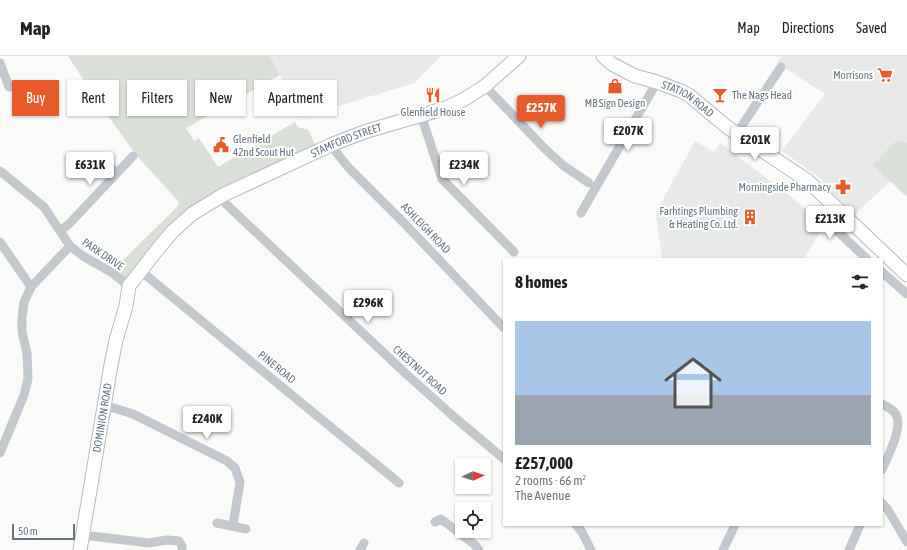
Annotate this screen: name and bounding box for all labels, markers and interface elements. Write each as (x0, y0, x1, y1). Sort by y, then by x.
text: Map (20, 17, 51, 39)
text: Map (737, 20, 760, 36)
text: Directions (782, 20, 834, 36)
text: Saved (856, 20, 887, 36)
supermarket icon: Morrisons (876, 66, 894, 84)
place label: Morrisons (833, 69, 873, 81)
shop icon: MB Sign Design (606, 77, 624, 95)
street label: STATION ROAD (660, 78, 716, 119)
chip: Buy (12, 80, 59, 116)
chip: Rent (67, 80, 119, 116)
chip: Filters (127, 80, 187, 116)
chip: New (195, 80, 246, 116)
chip: Apartment (254, 80, 337, 116)
restaurant icon: Glenfield House (424, 86, 442, 104)
bar icon: The Nags Head (711, 86, 729, 104)
place label: The Nags Head (732, 89, 792, 101)
pin: £257K (513, 95, 569, 129)
place label: MB Sign Design (585, 97, 645, 109)
text: £257K (526, 100, 556, 115)
place label: Glenfield House (401, 106, 465, 118)
pin: £207K (600, 118, 656, 152)
street label: STAMFORD STREET (309, 121, 383, 159)
text: £207K (613, 123, 643, 138)
pin: £201K (727, 127, 783, 161)
text: £201K (740, 132, 770, 147)
place label: Glenfield 42nd Scout Hut (233, 133, 294, 158)
public building icon: Glenfield 42nd Scout Hut (212, 136, 230, 154)
pin: £631K (62, 152, 118, 186)
pin: £234K (436, 152, 492, 186)
text: £631K (75, 157, 105, 172)
text: £234K (449, 157, 479, 172)
pharmacy icon: Morningside Pharmacy (834, 178, 852, 196)
place label: Morningside Pharmacy (738, 181, 831, 193)
street label: ASHLEIGH ROAD (399, 200, 453, 256)
place label: Farhtings Plumbing & Heating Co. Ltd. (660, 205, 738, 230)
pin: £213K (802, 206, 858, 240)
building icon: Farhtings Plumbing & Heating Co. Ltd. (741, 208, 759, 226)
text: £213K (815, 211, 845, 226)
street label: PARK DRIVE (80, 236, 126, 272)
icon: filters (849, 271, 871, 293)
text: 8 homes (515, 272, 568, 292)
pin: £296K (340, 290, 396, 324)
text: £296K (353, 295, 383, 310)
street label: CHESTNUT ROAD (391, 343, 449, 397)
icon: home (657, 347, 729, 419)
street label: PINE ROAD (256, 348, 298, 386)
street label: DOMINION ROAD (90, 382, 114, 453)
pin: £240K (179, 406, 235, 440)
text: £240K (192, 411, 222, 426)
text: £257,000 (515, 453, 573, 473)
north arrow (455, 458, 491, 494)
map controls (455, 458, 491, 538)
text: 2 rooms · 66 m² (515, 473, 586, 488)
text: The Avenue (515, 488, 570, 503)
button: locate (455, 502, 491, 538)
scale bar (12, 522, 75, 541)
text: 50 m (18, 525, 38, 537)

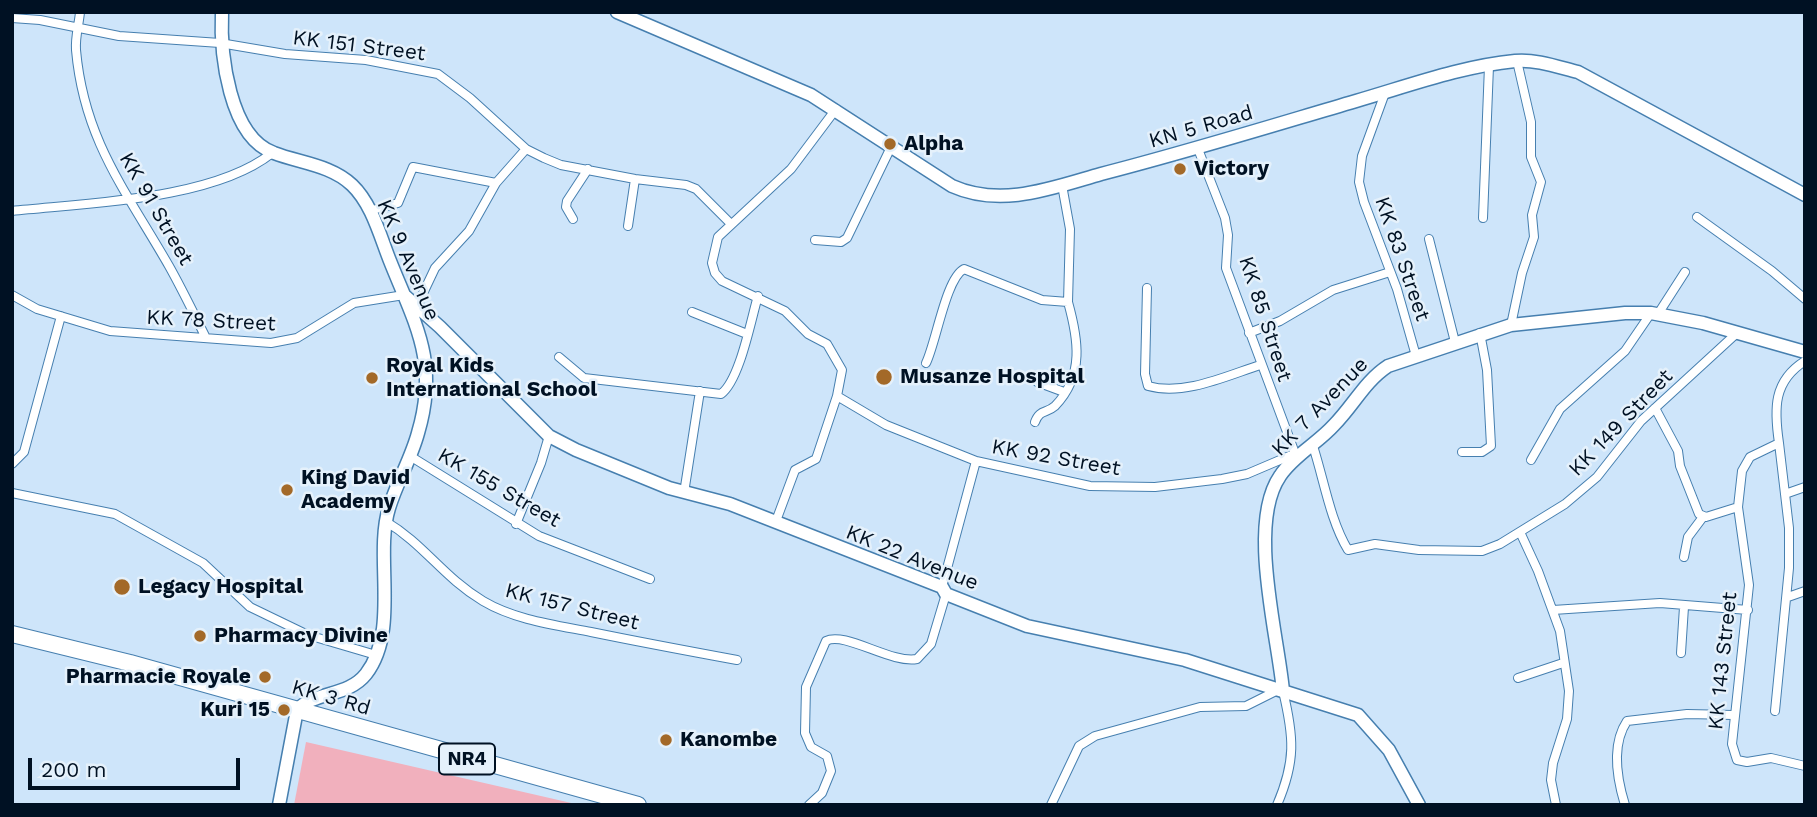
----------
**How to complete this task:** Search the material for the string "Design" and show every line that has it.

**Result of the exercise:**
shop icon: MB Sign Design (606, 77, 624, 95)
place label: MB Sign Design (585, 97, 645, 109)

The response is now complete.